(June 23, 2017 at 12:14 am)Jesster Wrote: So you're okay with it as long as it can't be proven wrong. What I care about is what you can prove as factual. At this point the word "god" is being thrown around so loosely that you can never test it on anything though. It's a useless label.The word "god" is not thrown around. We must look thoroughly into the human history and observe that various definitions have been used by people through out the history (including the ones I provided). These definitions and conceptions can vary very significantly. Therefore, a rational mind brings all those definitions into her/his mind when (s)he wants to say "god exists" or "god does not exist". But what I observe here is that you guys know god only through your own culture and background and you refuse when I bring up some well-known definitions of god which are not common in your land and culture.
Quote:And if I was saying that, you would be correct. However, read again what I said - my position is "I do not believe exists"; not "I believe X does not exist". More accurately, "I do not accept your assertion that X does exist". It's basic burden of proof. You make the case; we assess it and come to a conclusion about it.That's clever. But I think the problem remains.
You say:
I) For each person P through out the human history
I do not accept P's assertion that X which (s)he identifies as god does exist
Now I use a counterexample:
II) There exists person P* who considers god and the universe to be equivalent
According to I and II we have:
III) I do not accept P*'s assertion that X which (s)he identifies as the universe does exist
III is a fallacy so either I or II or both of them must be false.

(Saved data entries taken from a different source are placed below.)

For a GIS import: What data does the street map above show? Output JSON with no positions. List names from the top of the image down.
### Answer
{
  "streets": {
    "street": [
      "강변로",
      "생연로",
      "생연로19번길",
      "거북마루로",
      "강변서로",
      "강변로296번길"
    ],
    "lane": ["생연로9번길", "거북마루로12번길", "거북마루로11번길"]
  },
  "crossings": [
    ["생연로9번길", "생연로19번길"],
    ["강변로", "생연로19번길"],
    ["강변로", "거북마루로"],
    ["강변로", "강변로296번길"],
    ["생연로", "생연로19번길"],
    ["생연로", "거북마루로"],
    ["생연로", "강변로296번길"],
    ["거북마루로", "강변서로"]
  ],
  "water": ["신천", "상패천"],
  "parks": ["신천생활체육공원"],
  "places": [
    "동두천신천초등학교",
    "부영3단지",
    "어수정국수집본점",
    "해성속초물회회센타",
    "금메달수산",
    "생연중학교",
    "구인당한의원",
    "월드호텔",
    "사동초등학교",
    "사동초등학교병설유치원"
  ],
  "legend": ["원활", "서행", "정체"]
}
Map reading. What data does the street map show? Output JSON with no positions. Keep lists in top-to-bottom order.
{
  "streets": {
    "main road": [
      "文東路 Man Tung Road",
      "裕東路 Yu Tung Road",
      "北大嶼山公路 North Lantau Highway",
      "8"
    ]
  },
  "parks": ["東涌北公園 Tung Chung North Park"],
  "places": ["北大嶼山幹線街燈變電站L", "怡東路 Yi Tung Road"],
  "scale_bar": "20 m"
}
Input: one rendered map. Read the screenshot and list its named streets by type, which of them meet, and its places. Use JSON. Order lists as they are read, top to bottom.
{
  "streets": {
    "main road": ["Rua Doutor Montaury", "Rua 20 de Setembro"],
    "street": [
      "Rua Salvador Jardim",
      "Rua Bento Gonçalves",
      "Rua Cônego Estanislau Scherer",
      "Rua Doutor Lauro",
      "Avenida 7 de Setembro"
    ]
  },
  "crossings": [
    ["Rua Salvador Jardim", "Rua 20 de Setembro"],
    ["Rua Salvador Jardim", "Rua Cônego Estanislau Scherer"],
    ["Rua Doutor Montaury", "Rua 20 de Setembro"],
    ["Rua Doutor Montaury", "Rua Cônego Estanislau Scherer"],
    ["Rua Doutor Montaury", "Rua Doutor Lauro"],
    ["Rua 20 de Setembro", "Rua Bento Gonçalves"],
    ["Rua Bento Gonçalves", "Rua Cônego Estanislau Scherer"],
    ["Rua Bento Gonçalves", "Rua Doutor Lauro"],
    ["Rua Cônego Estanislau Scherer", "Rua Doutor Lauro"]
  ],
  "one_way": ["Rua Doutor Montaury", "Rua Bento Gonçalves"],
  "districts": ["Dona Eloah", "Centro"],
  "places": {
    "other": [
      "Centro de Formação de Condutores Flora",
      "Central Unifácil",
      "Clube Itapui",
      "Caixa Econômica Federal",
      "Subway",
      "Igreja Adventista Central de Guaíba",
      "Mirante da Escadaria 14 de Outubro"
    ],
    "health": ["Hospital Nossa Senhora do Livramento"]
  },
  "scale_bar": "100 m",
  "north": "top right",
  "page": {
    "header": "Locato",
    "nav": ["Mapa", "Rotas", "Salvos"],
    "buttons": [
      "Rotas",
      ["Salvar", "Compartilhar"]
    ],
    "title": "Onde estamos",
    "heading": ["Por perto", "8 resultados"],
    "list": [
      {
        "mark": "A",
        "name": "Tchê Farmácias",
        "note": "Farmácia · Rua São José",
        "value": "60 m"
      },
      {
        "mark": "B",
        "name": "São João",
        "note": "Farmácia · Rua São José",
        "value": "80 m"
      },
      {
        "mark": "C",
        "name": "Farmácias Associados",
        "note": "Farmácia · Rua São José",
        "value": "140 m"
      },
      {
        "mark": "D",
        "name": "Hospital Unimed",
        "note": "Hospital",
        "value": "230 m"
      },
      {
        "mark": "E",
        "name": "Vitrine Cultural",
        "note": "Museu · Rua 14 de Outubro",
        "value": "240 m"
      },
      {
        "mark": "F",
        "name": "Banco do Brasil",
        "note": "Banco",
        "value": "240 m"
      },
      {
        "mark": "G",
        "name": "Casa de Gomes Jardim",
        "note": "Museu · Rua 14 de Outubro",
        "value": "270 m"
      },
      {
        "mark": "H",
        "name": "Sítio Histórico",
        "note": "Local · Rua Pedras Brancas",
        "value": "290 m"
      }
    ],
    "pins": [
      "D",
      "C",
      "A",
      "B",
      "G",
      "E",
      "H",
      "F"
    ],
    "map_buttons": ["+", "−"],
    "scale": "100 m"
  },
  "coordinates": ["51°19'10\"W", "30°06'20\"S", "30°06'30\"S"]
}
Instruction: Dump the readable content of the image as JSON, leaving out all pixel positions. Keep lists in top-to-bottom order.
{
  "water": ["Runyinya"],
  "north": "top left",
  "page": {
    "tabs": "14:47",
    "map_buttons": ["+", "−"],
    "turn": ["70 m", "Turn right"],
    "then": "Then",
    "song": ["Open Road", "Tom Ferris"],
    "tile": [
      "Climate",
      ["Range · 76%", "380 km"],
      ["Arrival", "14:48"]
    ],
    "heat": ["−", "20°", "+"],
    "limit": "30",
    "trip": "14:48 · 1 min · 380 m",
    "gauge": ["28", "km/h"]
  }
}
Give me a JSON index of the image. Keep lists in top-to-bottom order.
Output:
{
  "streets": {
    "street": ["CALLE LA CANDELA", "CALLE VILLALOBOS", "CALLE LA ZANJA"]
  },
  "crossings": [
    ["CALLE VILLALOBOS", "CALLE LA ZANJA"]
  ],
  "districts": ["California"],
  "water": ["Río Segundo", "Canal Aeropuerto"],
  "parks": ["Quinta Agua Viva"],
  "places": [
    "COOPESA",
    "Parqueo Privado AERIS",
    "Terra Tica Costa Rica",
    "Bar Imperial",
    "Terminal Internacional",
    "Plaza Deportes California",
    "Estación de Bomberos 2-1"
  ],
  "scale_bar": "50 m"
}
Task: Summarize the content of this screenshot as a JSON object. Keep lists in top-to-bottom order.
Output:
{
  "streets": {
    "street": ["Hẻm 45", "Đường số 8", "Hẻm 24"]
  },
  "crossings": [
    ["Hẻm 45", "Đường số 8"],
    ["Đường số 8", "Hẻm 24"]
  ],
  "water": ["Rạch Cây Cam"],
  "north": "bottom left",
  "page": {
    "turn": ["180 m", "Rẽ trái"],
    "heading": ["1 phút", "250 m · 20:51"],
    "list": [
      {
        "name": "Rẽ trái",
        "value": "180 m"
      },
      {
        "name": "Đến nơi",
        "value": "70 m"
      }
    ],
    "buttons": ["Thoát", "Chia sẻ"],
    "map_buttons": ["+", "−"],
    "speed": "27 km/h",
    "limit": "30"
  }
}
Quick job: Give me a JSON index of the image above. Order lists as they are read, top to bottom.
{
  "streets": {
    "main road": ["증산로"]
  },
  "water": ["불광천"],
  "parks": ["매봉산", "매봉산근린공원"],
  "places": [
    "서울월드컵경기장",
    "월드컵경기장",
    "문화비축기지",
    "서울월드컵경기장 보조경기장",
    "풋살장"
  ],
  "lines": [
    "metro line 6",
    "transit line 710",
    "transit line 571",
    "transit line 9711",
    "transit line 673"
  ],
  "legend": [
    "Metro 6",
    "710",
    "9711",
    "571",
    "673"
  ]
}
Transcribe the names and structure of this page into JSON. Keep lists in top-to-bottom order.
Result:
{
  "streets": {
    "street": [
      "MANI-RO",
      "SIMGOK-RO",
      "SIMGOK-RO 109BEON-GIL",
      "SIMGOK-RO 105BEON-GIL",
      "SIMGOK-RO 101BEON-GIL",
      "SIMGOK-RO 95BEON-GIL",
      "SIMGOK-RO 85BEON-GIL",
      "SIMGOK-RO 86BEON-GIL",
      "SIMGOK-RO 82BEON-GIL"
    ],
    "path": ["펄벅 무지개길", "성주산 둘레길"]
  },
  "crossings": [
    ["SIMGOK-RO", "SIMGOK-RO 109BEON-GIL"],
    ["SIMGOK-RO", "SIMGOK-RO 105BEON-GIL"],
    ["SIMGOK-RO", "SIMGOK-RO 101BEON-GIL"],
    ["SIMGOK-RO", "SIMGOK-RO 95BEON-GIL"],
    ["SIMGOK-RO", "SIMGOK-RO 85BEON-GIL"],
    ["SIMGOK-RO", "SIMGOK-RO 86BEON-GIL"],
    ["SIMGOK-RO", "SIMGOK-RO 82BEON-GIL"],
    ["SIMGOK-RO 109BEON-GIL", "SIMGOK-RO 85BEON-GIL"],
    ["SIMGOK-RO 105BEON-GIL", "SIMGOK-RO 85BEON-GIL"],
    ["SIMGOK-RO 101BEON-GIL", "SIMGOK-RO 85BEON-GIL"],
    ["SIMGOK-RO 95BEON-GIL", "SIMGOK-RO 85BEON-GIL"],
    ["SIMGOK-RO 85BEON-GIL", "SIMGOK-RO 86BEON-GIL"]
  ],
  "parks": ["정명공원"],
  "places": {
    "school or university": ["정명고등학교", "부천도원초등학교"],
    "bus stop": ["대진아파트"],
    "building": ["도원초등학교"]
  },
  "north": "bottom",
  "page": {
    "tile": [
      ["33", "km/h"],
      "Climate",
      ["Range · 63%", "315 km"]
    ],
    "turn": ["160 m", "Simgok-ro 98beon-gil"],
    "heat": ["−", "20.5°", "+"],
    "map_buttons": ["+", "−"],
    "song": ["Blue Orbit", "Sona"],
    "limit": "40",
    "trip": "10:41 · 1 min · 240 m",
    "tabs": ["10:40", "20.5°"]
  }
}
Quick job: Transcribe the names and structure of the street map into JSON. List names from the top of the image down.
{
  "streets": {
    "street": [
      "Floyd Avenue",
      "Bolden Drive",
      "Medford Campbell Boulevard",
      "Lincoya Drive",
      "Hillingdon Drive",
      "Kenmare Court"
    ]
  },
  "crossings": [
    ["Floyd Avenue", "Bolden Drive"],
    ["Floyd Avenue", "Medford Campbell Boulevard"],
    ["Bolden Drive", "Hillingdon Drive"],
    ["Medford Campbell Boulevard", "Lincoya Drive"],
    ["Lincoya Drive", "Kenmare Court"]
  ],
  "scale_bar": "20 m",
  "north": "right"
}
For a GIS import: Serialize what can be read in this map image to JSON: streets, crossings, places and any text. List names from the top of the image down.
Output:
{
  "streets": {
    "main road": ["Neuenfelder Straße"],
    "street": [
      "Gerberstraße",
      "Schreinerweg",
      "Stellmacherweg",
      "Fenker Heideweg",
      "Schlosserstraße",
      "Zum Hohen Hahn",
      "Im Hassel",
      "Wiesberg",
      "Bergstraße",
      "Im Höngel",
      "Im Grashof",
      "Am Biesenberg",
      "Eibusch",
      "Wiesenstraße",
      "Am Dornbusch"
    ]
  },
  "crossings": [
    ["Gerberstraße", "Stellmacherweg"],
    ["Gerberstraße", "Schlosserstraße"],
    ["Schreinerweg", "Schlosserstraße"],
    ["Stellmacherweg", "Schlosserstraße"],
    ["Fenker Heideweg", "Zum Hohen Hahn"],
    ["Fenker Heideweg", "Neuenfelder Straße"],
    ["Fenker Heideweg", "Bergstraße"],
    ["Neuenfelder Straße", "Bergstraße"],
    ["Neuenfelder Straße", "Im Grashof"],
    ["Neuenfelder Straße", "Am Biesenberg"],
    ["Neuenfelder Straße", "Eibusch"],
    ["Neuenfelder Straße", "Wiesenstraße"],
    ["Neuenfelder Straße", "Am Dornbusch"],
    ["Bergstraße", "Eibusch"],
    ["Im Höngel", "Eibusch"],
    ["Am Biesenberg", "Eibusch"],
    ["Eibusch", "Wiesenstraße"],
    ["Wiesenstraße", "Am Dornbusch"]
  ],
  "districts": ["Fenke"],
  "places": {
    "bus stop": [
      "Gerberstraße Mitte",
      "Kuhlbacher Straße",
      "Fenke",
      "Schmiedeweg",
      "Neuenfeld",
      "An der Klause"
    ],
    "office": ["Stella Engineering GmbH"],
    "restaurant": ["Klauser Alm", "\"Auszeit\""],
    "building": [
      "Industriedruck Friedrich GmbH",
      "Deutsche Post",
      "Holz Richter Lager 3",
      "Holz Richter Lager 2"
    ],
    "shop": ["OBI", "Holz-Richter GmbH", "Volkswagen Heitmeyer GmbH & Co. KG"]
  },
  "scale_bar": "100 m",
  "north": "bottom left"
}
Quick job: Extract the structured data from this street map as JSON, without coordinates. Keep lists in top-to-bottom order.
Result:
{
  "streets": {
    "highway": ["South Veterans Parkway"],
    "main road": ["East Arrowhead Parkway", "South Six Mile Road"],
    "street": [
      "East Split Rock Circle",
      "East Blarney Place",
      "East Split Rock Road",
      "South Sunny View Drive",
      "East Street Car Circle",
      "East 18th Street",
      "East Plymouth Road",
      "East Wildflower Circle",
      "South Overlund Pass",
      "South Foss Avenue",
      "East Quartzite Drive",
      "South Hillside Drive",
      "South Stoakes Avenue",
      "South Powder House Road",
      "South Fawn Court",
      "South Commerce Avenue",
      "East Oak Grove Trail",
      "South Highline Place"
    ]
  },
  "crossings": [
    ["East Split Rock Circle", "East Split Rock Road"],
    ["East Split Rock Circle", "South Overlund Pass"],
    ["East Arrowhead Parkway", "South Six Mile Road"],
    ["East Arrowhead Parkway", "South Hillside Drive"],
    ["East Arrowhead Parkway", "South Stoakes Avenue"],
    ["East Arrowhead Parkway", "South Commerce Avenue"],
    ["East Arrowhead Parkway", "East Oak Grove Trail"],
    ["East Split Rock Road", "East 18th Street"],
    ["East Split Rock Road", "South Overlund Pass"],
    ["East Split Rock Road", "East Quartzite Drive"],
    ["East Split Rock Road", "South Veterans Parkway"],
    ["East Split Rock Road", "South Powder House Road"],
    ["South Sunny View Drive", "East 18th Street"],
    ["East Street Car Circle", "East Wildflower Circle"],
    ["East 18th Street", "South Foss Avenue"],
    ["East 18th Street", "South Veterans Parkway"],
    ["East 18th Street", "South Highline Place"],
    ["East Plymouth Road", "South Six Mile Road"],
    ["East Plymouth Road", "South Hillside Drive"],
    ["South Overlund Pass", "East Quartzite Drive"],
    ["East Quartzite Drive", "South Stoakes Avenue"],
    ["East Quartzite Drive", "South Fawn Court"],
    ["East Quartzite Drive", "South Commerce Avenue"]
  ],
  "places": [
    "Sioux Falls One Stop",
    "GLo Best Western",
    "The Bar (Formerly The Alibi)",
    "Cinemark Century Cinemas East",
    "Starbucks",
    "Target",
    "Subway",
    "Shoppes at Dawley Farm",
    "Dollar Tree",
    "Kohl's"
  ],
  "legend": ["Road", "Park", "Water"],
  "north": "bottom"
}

II is true according to ample evidences (there are many people who believe god is the universe itself)
therefore
I is false.
Quote:What I can do, and have done, is negate an equivocation...because it's an equivocation.I think I understand your position, but I hold a different position: words are not necessarily definite, they do not necessarily refer to something specific. It's completely ok for words to be ambiguous and indefinite, in fact this is the very nature of language. The formal language like the one used in mathematics in definite and clear but it's certainly not the case with natural language. A word in natural language can refer to things that are vastly different. This topic is very well investigated in the study of languages. A title that comes to my mind is Wittgenstein's Tractatus which advocates these points. There is even a part where Wittgenstein discusses the word God and shows the ambiguity of this word and concludes that attempts to argue about god are usually determined to be failures due to indefinite and ambiguous nature of the word.
I'm not well-versed in the study of languages and I prefer not to discuss this point further. I think it's natural and inevitable to have ambiguity in language and you believe otherwise.
You quoted from a dictionary, it scratches the surface of the definitions of the word, if you want to make the definitions complete you must add this to it also:
Quote:Pantheism holds that God is the universe and the universe is GodI picked this sentence up from the Wikipedia page on God.
Quote:how about a bigger version?According to some interpretations of some of the gods on this list, negation of their existence will result in a fallacy. For example some Hindu traditions hold the view that Shiva is "the consciousness" it means that the consciousness that you are experience in this very moment is Shiva. Clearly denying the existence of Shiva with this definition leads to a fallacy.